A train whistle sounded, high and rumbling, from far away, and the train tracks began to shake. Al hesitated, then hurried into the train station, setting his umbrella against the side of the building.
“Um, excuse me,” he said to the dozing woman at the reception counter, and offered her a sheepish smile when she started awake. “I’m sorry to bother you, but I was wondering if I could request another ticket.”
The receptionist nodded, then lifted her hand to her mouth to cover a yawn. “Sure,” she said around it. “Didn’t your little brother just order you some round-trip tickets, though?”
Al grimaced, checking behind him automatically to make sure Ed wasn’t there and hadn’t heard that. “He’s my older brother, actually, and yes, he did, but I need to get another one for him.”
“Sure,” she said, ducking beneath the counter to get her timetables. “What do you need?”
“A ticket from Rizen Pool to Central, a week from today.” Al handed her the last of his money. “Thank you very much.”
Outside, he deposited Ed’s old ticket in the trash can and tucked his new one in his pocket, grinning to himself, snapping open his umbrella again. “Happy birthday, brother,” he murmured as Ed appeared from around the back of the station, then raised his voice over the thunder of the arriving train: “Brother! Are you ready now?”
“Yeah,” Ed said, hurrying to join him under the umbrella. He smiled up at Al with brighter eyes and a glowing face. “Well, you ready for a month with Winry and Auntie Pinako?”
“Mm-hm.” Al hoisted up their luggage and handed it over to the man leaning out of their train, extending a hand for their bags. He grinned over his shoulder at Ed. “I know you’ll have a good time.”
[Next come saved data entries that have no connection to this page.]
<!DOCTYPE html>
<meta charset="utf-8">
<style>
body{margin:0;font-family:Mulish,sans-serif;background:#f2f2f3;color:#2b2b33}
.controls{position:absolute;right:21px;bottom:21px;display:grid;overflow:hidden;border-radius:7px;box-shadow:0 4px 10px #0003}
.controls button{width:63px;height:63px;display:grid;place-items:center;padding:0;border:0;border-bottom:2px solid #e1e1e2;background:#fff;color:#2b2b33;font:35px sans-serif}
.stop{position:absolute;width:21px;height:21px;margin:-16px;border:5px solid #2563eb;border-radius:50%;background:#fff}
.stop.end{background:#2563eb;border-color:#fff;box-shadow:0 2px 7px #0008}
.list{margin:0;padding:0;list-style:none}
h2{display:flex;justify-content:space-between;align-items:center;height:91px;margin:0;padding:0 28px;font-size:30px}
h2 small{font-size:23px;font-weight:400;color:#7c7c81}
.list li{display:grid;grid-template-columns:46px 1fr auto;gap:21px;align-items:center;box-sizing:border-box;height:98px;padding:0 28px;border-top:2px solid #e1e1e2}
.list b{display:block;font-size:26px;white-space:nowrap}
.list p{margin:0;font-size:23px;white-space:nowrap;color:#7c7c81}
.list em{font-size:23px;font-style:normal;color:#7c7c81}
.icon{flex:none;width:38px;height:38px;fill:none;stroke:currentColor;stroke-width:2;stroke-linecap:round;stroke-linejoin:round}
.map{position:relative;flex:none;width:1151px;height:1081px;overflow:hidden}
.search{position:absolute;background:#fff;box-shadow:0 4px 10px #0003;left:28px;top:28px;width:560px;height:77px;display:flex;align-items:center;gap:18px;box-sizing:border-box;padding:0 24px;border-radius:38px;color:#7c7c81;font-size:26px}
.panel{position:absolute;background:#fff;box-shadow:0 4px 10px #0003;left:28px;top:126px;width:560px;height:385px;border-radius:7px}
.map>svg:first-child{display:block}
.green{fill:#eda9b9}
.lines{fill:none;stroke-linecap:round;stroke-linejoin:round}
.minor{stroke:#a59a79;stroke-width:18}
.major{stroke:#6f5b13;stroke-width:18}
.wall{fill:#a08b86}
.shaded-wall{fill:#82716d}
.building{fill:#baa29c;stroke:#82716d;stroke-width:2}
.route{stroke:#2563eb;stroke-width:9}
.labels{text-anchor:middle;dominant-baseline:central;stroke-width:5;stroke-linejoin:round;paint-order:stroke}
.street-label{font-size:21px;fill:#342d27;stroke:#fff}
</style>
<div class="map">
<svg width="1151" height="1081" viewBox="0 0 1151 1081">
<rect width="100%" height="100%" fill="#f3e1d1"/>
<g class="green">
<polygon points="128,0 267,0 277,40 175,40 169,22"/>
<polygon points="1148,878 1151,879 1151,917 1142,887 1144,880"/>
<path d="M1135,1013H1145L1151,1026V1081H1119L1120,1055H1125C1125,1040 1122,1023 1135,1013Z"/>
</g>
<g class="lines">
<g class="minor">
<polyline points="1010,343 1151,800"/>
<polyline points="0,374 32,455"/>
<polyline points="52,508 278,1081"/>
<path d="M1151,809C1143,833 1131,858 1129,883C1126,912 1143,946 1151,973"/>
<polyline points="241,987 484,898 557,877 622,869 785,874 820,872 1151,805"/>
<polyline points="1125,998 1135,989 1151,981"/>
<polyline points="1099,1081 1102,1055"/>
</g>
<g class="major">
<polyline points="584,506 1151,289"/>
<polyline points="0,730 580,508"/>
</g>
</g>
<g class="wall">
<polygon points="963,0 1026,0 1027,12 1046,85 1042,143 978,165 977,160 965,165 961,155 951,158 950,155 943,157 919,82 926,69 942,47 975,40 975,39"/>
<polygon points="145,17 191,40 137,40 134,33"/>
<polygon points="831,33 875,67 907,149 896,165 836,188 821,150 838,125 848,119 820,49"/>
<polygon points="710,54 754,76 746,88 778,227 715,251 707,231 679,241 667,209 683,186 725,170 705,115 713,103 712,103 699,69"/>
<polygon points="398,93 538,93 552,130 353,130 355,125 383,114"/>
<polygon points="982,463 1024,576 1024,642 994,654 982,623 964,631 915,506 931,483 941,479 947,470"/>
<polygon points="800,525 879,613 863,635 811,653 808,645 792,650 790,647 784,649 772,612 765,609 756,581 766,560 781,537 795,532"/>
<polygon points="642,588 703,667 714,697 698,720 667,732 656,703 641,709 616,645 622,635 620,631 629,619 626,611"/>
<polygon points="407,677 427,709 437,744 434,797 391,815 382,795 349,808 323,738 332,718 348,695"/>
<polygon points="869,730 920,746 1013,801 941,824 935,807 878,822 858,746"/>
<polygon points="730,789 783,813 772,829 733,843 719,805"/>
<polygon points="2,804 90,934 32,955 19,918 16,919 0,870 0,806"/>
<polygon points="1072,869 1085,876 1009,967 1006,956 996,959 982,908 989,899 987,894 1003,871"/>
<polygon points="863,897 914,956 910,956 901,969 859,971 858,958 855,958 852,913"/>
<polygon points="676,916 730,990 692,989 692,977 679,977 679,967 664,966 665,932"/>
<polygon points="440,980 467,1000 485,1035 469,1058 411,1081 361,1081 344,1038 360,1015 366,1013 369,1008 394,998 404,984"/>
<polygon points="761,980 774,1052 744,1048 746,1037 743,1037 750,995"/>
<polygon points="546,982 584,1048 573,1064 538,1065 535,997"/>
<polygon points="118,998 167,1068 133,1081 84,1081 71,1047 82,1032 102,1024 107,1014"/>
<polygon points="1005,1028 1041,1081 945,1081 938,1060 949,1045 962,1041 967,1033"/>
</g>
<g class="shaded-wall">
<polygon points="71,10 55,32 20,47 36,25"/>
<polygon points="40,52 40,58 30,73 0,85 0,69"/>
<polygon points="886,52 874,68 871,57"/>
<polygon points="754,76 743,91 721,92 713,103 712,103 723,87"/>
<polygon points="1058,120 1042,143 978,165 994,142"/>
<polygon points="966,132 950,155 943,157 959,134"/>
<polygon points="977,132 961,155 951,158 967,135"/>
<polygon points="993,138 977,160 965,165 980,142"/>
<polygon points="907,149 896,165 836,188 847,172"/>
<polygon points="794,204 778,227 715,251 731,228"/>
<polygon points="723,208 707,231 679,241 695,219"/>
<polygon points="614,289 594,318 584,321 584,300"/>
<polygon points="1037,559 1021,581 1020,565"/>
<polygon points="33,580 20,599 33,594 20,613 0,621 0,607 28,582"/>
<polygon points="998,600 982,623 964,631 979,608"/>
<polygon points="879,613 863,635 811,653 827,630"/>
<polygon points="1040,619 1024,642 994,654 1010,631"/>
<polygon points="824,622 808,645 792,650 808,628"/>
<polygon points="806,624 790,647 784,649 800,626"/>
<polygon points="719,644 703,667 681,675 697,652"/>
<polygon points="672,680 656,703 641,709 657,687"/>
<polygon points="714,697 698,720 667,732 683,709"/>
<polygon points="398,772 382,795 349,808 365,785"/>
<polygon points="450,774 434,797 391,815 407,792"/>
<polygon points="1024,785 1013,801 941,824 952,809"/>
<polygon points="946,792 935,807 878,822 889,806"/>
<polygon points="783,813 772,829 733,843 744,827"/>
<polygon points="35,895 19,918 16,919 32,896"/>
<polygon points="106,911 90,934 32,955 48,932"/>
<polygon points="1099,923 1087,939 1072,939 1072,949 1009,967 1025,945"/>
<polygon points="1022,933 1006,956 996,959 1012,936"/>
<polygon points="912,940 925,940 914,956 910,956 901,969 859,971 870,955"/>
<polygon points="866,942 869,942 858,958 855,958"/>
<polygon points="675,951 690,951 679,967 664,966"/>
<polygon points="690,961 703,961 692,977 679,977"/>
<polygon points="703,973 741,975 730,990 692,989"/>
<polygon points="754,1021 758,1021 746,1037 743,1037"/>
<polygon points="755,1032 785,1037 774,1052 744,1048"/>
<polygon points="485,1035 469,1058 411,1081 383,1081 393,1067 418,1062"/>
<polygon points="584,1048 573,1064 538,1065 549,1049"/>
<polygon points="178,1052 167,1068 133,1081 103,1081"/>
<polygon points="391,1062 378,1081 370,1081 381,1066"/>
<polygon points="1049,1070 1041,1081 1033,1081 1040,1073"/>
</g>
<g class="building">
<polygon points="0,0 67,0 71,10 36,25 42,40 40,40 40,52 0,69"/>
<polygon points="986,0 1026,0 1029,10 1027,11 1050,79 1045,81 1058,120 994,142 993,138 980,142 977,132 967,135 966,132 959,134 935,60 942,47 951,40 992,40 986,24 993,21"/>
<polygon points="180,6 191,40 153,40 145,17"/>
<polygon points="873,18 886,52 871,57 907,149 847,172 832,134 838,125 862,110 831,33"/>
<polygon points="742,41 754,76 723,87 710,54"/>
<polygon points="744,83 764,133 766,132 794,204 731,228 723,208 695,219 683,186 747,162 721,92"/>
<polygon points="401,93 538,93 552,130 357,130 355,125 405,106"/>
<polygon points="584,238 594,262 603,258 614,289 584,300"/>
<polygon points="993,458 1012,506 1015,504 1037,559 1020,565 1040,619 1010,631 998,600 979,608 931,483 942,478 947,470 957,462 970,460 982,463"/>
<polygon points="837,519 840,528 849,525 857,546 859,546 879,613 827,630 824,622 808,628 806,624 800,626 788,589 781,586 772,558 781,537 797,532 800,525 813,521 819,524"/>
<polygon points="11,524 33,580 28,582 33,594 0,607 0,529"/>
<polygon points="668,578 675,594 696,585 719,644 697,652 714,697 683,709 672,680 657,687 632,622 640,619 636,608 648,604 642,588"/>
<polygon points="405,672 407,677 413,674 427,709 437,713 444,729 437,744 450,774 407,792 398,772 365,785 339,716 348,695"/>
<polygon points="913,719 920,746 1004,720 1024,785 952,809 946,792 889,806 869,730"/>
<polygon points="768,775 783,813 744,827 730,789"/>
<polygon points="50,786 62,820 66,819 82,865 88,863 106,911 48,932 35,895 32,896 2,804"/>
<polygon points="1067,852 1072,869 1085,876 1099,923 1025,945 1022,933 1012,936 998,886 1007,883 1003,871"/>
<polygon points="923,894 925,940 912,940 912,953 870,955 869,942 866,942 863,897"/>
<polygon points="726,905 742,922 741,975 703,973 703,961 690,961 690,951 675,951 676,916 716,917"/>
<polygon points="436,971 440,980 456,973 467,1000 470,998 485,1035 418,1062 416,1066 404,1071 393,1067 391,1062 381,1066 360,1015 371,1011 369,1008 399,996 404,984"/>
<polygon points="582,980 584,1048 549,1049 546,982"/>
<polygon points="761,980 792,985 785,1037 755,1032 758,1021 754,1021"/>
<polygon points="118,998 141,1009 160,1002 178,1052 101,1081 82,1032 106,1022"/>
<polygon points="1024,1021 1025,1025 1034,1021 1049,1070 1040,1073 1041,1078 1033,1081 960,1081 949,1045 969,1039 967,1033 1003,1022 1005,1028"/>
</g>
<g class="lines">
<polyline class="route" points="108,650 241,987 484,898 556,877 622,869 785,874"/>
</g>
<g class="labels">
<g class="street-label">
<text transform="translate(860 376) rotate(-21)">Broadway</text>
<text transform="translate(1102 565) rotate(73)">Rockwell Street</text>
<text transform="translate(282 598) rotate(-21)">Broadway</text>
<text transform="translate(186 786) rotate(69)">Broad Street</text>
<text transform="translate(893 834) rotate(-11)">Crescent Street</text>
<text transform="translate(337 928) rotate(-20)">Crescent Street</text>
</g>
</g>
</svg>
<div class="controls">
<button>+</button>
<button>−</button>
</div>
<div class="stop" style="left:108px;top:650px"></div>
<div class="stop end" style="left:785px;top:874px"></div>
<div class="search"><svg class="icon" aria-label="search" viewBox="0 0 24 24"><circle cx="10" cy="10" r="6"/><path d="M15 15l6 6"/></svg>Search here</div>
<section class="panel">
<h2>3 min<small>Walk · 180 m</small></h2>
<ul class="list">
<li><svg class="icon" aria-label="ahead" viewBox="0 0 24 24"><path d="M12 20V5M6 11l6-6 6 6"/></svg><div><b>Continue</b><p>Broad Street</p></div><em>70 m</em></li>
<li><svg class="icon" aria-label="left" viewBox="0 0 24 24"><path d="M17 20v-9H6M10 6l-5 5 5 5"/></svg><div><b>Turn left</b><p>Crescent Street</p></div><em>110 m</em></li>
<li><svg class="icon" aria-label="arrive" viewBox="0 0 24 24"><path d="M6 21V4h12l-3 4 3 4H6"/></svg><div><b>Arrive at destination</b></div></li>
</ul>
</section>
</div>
It would probably rain the entire week Ed was in Rizen Pool, Alphonse thought as he followed his brother into their compartment, settled down on the hard wooden seats and watched Ed sprawl his upper body over the window, leaning his face out into the rain. Just like when they were kids and played near the flooding river bank, laughing and flinging mud at each other. And then, the sun would shine in Central City.
“Happy seventeenth, brother,” he said, leaning over and giving Ed a fierce hug.